Most of MediaFind's surface area is a ranking problem. You type a phrase, we return a list, and the only thing that matters is whether the thing you wanted is near the top. The trouble with ranking quality is that it degrades silently. Unit tests stay green. The app still launches. Search still returns ten results — they're just slightly worse, and no human reviewing a diff will catch that the right segment slid from rank 1 to rank 8.
The only defense is to measure it, continuously, and treat a measured regression like a failing test. That's what the eval harness is: a layer that turns “search feels good” into a number with error bars, recomputed on every commit and gated in CI.
The shape of the system
Each capability has a small run_*_eval.py script that proves one quality dimension against a fixed gold set and prints a human-readable table. Underneath them sits eval/harness.py — the shared layer that makes those numbers comparable over time and defensible under noise. It's stdlib + NumPy only, with no model imports, so tests can pull it in for free.

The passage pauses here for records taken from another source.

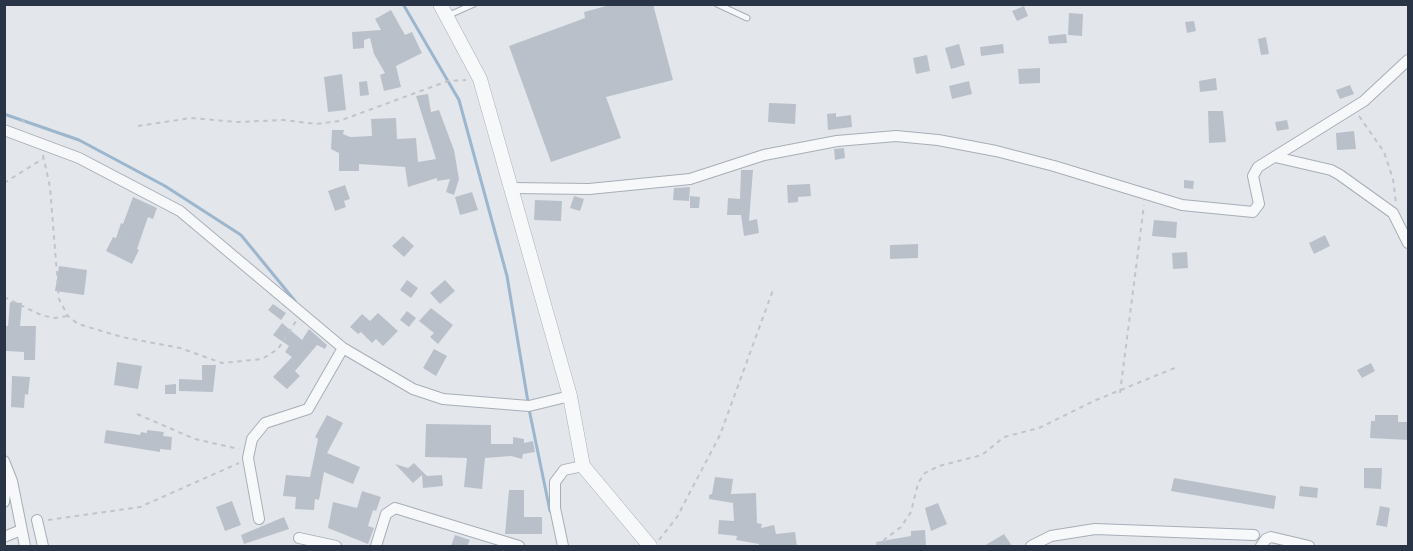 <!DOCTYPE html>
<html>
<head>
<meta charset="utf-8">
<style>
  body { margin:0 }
  #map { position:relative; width:1413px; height:551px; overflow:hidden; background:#e3e7ec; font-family:Barlow,sans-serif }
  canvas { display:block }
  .frame { position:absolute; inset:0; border:6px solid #293446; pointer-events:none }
</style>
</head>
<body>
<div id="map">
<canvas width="1413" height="551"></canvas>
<div class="frame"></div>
</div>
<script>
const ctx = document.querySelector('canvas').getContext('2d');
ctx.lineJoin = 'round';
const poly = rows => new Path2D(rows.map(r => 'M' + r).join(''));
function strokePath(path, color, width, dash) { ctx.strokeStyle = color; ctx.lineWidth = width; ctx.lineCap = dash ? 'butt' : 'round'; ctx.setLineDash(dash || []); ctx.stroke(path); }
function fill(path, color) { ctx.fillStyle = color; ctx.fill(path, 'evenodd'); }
const stream = poly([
  [403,4,459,100,507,276,528,402],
  [4,114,79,140,165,186,241,235,295,301],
  [529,409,550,511]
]);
const building = poly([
  [614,4,653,4,673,80,606,97,621,138,551,162,509,46,585,18,584,12],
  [1024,6,1028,16,1017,21,1012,11],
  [391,10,405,35,412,32,422,53,396,66,401,87,384,91,380,75,385,73,374,54,370,38,364,40,364,48,353,49,352,32,381,30,375,19],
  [1069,13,1083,14,1082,36,1068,35],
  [1194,21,1196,31,1187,33,1185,22],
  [1066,34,1067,43,1049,44,1048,36],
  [1266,37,1269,54,1261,55,1258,39],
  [959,44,965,65,951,69,945,48],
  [1003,44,1004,53,981,56,980,47],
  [927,55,930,71,916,74,913,58],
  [1040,68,1040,83,1019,84,1018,69],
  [342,74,346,110,328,112,324,77],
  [1216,78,1217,90,1200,92,1199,81],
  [367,81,369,95,360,96,359,82],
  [969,81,972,94,952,99,949,86],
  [1350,85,1354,94,1340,99,1336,90],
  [428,94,431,112,439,110,454,150,459,179,454,195,446,192,450,179,437,181,437,178,408,187,405,167,359,164,359,171,339,171,339,153,331,149,332,130,344,130,343,134,350,137,372,136,371,119,396,118,397,139,416,138,418,162,436,159,416,96],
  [769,103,796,104,795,124,768,122],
  [1208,111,1223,111,1226,142,1209,143],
  [836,113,836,117,851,115,852,127,828,130,827,114],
  [1287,120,1289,129,1277,131,1275,122],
  [1354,131,1356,149,1337,150,1336,133],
  [844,148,845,158,835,160,834,149],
  [741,170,753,170,749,221,757,219,759,233,744,236,741,215,727,215,728,198,740,199],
  [1184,180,1194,181,1193,189,1184,188],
  [810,184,811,196,798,197,798,202,788,203,787,185],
  [345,185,350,199,344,201,346,207,335,211,328,191],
  [690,187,689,201,673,200,674,188],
  [472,192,478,210,460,215,455,197],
  [574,196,584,199,580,211,570,208],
  [690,196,700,197,699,208,690,208],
  [133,197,157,208,153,219,148,217,137,249,139,250,132,264,106,251,113,237,116,238,121,223,123,224],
  [535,200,562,201,561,221,534,220],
  [1154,220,1177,222,1176,238,1152,236],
  [1325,235,1330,246,1314,254,1309,243],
  [403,236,414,246,404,257,392,246],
  [918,244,918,258,890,259,890,245],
  [1187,252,1188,268,1173,269,1172,253],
  [59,266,87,270,84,295,55,291],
  [407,280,418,288,411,298,400,290],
  [445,280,455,291,440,304,430,293],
  [10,302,22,303,20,326,36,326,35,360,24,360,24,352,6,351,4,326,8,326],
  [273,304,286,313,281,320,268,310],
  [431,308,453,325,438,344,430,337,434,333,419,321],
  [407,311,416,318,409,327,400,320],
  [378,313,398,331,383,346,376,339,372,343,361,332,358,334,350,327,362,314,370,321],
  [282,323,302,340,309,329,327,345,325,349,317,345,295,371,300,376,287,389,273,377,292,357,285,352,289,346,273,335],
  [434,349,447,356,436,376,423,368],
  [117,362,142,366,138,389,114,385],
  [1371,363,1375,371,1362,378,1357,370],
  [202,365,216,365,213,392,179,391,179,379,202,380],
  [12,376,30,377,28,395,25,394,24,408,11,407],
  [176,384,176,394,165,394,165,385],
  [327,415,343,423,327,453,360,467,353,484,324,472,319,500,315,499,314,510,295,509,296,497,283,496,286,475,310,477,318,439,315,437],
  [1375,415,1398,415,1398,422,1408,422,1408,440,1370,438,1371,421,1375,421],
  [426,424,491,425,491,444,513,444,513,437,524,439,524,443,533,441,535,452,523,454,522,459,511,456,485,458,482,489,464,487,467,458,425,457],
  [106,430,140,435,141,432,147,433,147,430,164,432,163,436,172,437,171,450,160,449,160,452,104,443],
  [414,463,427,476,442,475,443,486,423,488,422,475,413,483,395,464,408,468],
  [1364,468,1382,468,1381,489,1364,488],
  [715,477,733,479,731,494,756,493,757,523,762,524,761,528,774,525,776,534,795,532,797,546,759,546,759,544,736,540,737,536,718,534,719,520,734,521,733,503,709,499,709,495,712,494],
  [1174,478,1276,496,1274,509,1171,491],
  [1300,486,1318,488,1317,498,1299,496],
  [509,490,524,490,524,517,542,517,542,534,505,534],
  [362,491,381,497,376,511,373,510,368,526,374,528,368,544,328,528,333,502,357,508],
  [232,501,241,525,225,531,216,507],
  [938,503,947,524,931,531,925,508],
  [1380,506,1390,508,1387,527,1376,525],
  [284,517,289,529,244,544,241,535],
  [925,530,926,545,877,546,876,542,911,536,911,531],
  [1004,534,1012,546,984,546],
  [455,535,470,540,467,546,451,546]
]);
const path = poly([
  [1359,116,1384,152,1393,179,1396,203],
  [22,119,27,126],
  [138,126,191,118,237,122,284,120,316,124,339,121,448,81,466,80],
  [43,155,50,187,59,299,68,316,78,324,122,337,180,348,222,363,262,359,278,349,296,321],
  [4,183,44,158],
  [4,297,41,315,54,318,68,316],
  [1120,393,1144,205],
  [137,414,195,439,239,449],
  [48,520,140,507,239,463],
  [659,540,677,517,720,435,773,290],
  [876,546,901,527,911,512,918,483,925,473,939,466,982,455,1004,437,1039,428,1096,400,1177,367]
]);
const service = poly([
  [717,4,747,18],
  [447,16,474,4]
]);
const minor = poly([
  [4,130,79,158,180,211,343,348,413,389,443,399,529,406,570,396],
  [1275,157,1331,170,1340,175,1393,213,1408,243],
  [512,188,589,189,690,179,764,155,837,141,896,136,938,140,996,151,1054,166,1182,205,1253,212,1259,204,1253,176,1258,167,1364,101,1408,60],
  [4,461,12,481,25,546],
  [4,502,7,478],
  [259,519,248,458,252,439,265,423,308,409,343,348],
  [37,520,43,546],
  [4,537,21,530],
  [299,538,336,546],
  [376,546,386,514,395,508,519,546],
  [563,546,555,508,555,482,564,470,583,466],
  [1031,546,1051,536,1095,529,1254,535],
  [1261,546,1266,539,1271,537,1309,546]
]);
const tertiary = poly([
  [440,4,480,79,570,396,583,466,650,546]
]);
strokePath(stream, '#9cb6ce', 3);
fill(building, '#bac0ca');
strokePath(service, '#a7aeb7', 7);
strokePath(minor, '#a7aeb7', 12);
strokePath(tertiary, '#a7aeb7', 15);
strokePath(path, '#c1c5cb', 2, [4.5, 4.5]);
strokePath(service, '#f6f8fa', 5);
strokePath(minor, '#f6f8fa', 10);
strokePath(tertiary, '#f6f8fa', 14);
</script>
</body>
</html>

1 · Metrics: the standard IR set
The harness implements the canonical information-retrieval metrics as pure functions over (a ranking, a gold set), each unit-tested:
| Metric | Answers the question… |
|---|---|
Recall@k / Hit@k | Did the right answer make the top k at all? |
MRR | How high up was the first correct result? (rank 1 vs rank 8 matters) |
MAP | When there are several right answers, how well are they ordered overall? |
nDCG@k | The same, weighted so a hit at the top counts more than one near the bottom |
These run against a dedicated retrieval corpus — clean text with known topics, several segments per topic, plus deliberate adversarial cross-topic vocabulary so ranking has real work to do. A toy “one segment per topic” fixture would score 100% on everything and tell you nothing.
2 · Statistics: a number isn't a result
Here's the trap that makes naïve eval worse than none: you change something, the score moves from 0.81 to 0.83, and you declare victory. But your gold set has maybe 40 queries. Is +0.02 a real improvement or just which queries happened to be in the set? Without an answer to that, you'll chase noise and ship regressions that look like wins.
So the harness never reports a bare number. It reports two things alongside it:
- Bootstrap confidence intervals. Resample the per-query scores thousands of times to get a CI on each metric — the honest width of “how sure are we this number is what it is?”
- A paired permutation test. When comparing system B to system A on the same queries, shuffle which system each query's result is assigned to, many times, and ask how often the observed gap appears by chance. That's a p-value on the delta, not an eyeball.
3 · Latency: the other axis
Quality you can't serve fast enough isn't quality. Every eval call is timed and summarized into p50 / p90 / p95 / p99 percentiles — the x-axis of the quality-vs-latency trade-off. A reranker that bumps nDCG by a point but doubles p99 latency is a real trade, and the harness surfaces both sides of it so the decision is made with eyes open rather than discovered later in a “why is search slow now” bug report.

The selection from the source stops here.